Scriptable windowing for Wercam

Kragen Javier Sitaker, 2018-10-26 (updated 2019-07-24) (26 minutes)

One of the designs I’m thinking of for window systems for BubbleOS (see Speculative plans for BubbleOS) is sort of based on MGR, the Blit, and Plan 9, with some ideas from NeWS (as filtered through the UNIX-HATERS Handbook), Bitcoin, eBPF, and Dan Luu’s studies of user interface latency. It’s also partly inspired by thinking about might-have-beens about the VT100, the H19, and the Datapoint 2200 from the 1970s.

However, see also A nonscriptable design for the Wercam windowing system.

Basically, the issue is that user interface latency is a really big deal when it comes to the “feel” of an interactive system, and modern computer software design is making our user interface latency suck shit, to the point that most modern computers are dramatically less responsive than an Apple //e. The Apple //e takes 30 ms to get a keystroke on the screen, while a typical modern machine takes 100–160 ms, and a tuned modern machine takes 60 ms. And this gets worse rather than better when we try to operate our systems over long-latency links, which are, despite all predictions, increasingly common in today’s world, despite the concurrent proliferation of low-latency links.

One approach to the link latency problem is the Lotus Notes strategy: partially replicate the application state on different nodes, including some as close to the user as possible, and reconcile the occasional conflicting update after the fact. This is more or less the modern AJAX strategy, but it doesn’t help much with user-interface latency as such.

A different approach, which is sort of the original use case for JS, is to put a small amount of application-specific code as close as possible to the client to react quickly to input events, while delegating more complex processing to the client application. As Don Hopkins explains:

At the mere mention of network window systems, certain propeller gheads who confuse technology with economics will start foaming at the mouth about their client/server models and how in the future palmtops will just run the X server and let the other half of the program run on some Cray down the street. They’ve become unwitting pawns in the hardware manufacturers’ conspiracy to sell newer systems each year. After all, what better way is there to force users to upgrade their hardware than to give them X, where a single application can bog down the client, the server, and the network between them, simultaneously!

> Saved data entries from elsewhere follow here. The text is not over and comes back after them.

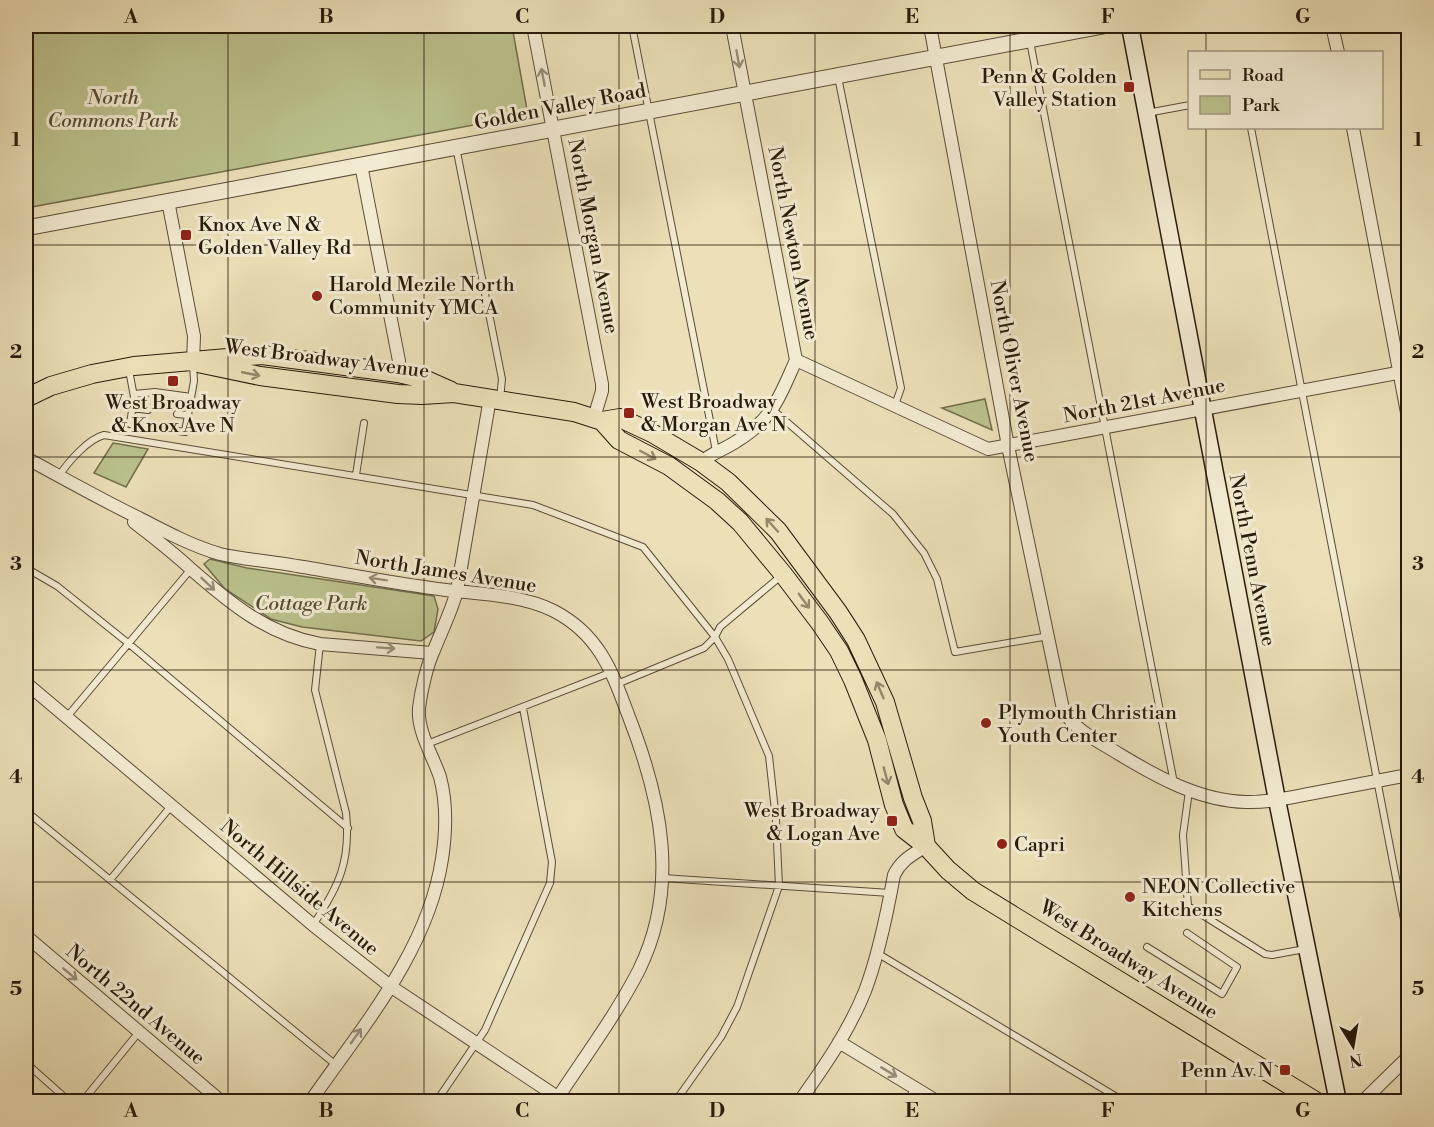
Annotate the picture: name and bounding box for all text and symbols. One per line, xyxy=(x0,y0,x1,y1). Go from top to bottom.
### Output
text: A xyxy=(123,5,139,30)
text: B xyxy=(318,5,334,30)
text: C xyxy=(515,5,529,30)
text: D xyxy=(709,5,725,30)
text: E xyxy=(905,5,919,30)
text: F xyxy=(1101,5,1115,30)
text: G xyxy=(1295,5,1311,30)
one-way arrow xyxy=(733,49,744,68)
legend xyxy=(1188,51,1383,129)
text: Road xyxy=(1242,64,1285,87)
place label: Penn & Golden Valley Station xyxy=(981,65,1117,113)
one-way arrow xyxy=(537,68,548,87)
street label: Golden Valley Road xyxy=(472,78,649,136)
marker: Penn & Golden Valley Station xyxy=(1122,80,1136,94)
park label: North Commons Park xyxy=(47,86,179,134)
text: Park xyxy=(1242,94,1281,117)
text: 1 xyxy=(11,128,21,153)
text: 1 xyxy=(1413,128,1423,153)
street label: North Morgan Avenue xyxy=(561,137,624,336)
street label: North Newton Avenue xyxy=(761,144,824,342)
place label: Knox Ave N & Golden Valley Rd xyxy=(198,213,352,261)
marker: Knox Ave N & Golden Valley Rd xyxy=(179,228,193,242)
place label: Harold Mezile North Community YMCA xyxy=(329,273,515,321)
street label: North Oliver Avenue xyxy=(984,278,1043,464)
marker: Harold Mezile North Community YMCA xyxy=(310,289,324,303)
street label: West Broadway Avenue xyxy=(222,334,431,384)
text: 2 xyxy=(10,340,22,365)
text: 2 xyxy=(1412,340,1424,365)
one-way arrow xyxy=(240,369,260,380)
street label: North 21st Avenue xyxy=(1061,373,1228,429)
marker: West Broadway & Knox Ave N xyxy=(166,374,180,388)
place label: West Broadway & Morgan Ave N xyxy=(640,390,787,438)
place label: West Broadway & Knox Ave N xyxy=(104,391,241,439)
marker: West Broadway & Morgan Ave N xyxy=(622,406,636,420)
one-way arrow xyxy=(639,449,657,461)
street label: North Penn Avenue xyxy=(1223,472,1280,648)
one-way arrow xyxy=(765,518,779,533)
street label: North James Avenue xyxy=(353,546,538,599)
text: 3 xyxy=(10,552,22,577)
text: 3 xyxy=(1412,552,1424,577)
one-way arrow xyxy=(369,573,388,584)
one-way arrow xyxy=(200,577,215,591)
park label: Cottage Park xyxy=(255,592,367,617)
one-way arrow xyxy=(798,592,810,608)
one-way arrow xyxy=(376,643,396,654)
one-way arrow xyxy=(874,681,885,700)
place label: Plymouth Christian Youth Center xyxy=(997,701,1177,749)
marker: Plymouth Christian Youth Center xyxy=(979,716,993,730)
text: 4 xyxy=(9,765,23,790)
text: 4 xyxy=(1411,765,1425,790)
one-way arrow xyxy=(881,766,892,785)
place label: West Broadway & Logan Ave xyxy=(743,799,880,847)
street label: North Hillside Avenue xyxy=(214,814,384,962)
marker: West Broadway & Logan Ave xyxy=(885,814,899,828)
place label: Capri xyxy=(1014,833,1065,858)
marker: Capri xyxy=(995,837,1009,851)
place label: NEON Collective Kitchens xyxy=(1142,875,1295,923)
marker: NEON Collective Kitchens xyxy=(1123,890,1137,904)
street label: West Broadway Avenue xyxy=(1033,895,1222,1025)
street label: North 22nd Avenue xyxy=(60,939,210,1071)
one-way arrow xyxy=(62,967,77,981)
text: 5 xyxy=(10,977,22,1002)
text: 5 xyxy=(1412,977,1424,1002)
north arrow xyxy=(1323,1016,1383,1076)
one-way arrow xyxy=(350,1029,362,1045)
text: N xyxy=(1347,1049,1364,1071)
place label: Penn Av N xyxy=(1181,1059,1273,1084)
marker: Penn Av N xyxy=(1278,1063,1292,1077)
one-way arrow xyxy=(880,1066,897,1078)
text: A xyxy=(123,1099,139,1124)
text: B xyxy=(318,1099,334,1124)
text: C xyxy=(515,1099,529,1124)
text: D xyxy=(709,1099,725,1124)
text: E xyxy=(905,1099,919,1124)
text: F xyxy=(1101,1099,1115,1124)
text: G xyxy=(1295,1099,1311,1124)

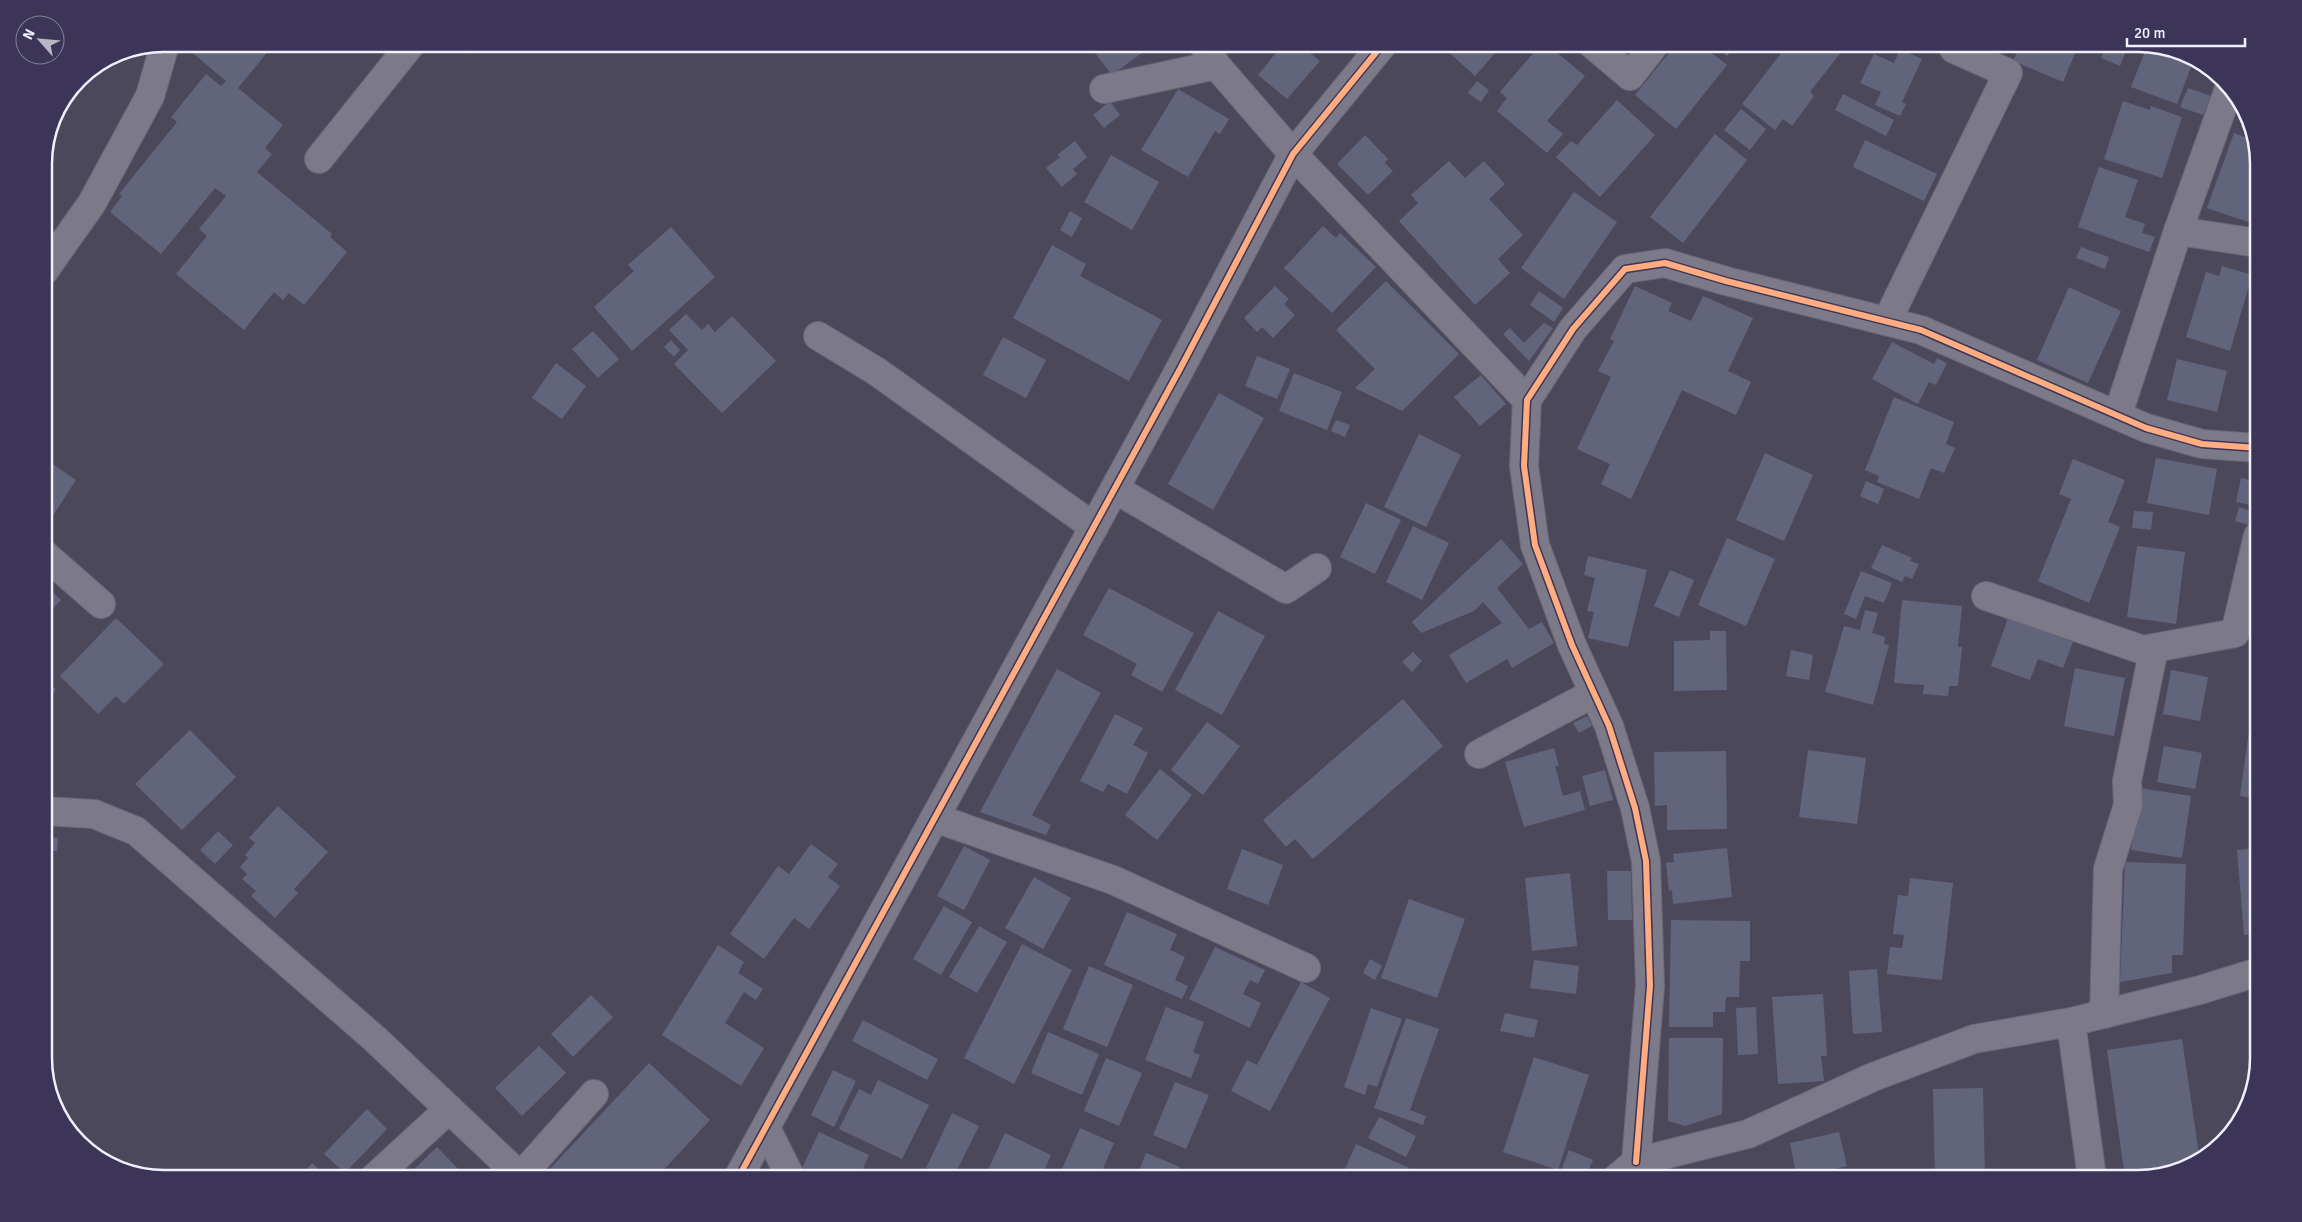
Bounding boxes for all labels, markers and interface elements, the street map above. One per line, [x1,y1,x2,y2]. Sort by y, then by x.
north arrow [15,15,65,65]
scale bar [2127,15,2244,47]
text: 20 m [2134,24,2165,42]
text: N [19,26,39,43]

The database client/server model (the server machine stores all the data, and the clients beseech it for data) makes sense. The computation client/server model (where the server is a very expensive or experimental supercomputer, and the client is a desktop workstation or portable computer) makes sense. But a graphical client/server model that slices the interface down some arbitrary middle is like Solomon following through with his child-sharing strategy. The legs, heart, and left eye end up on the server, the arms and lungs go to the client, the head is left rolling around on the floor, and blood spurts everywhere.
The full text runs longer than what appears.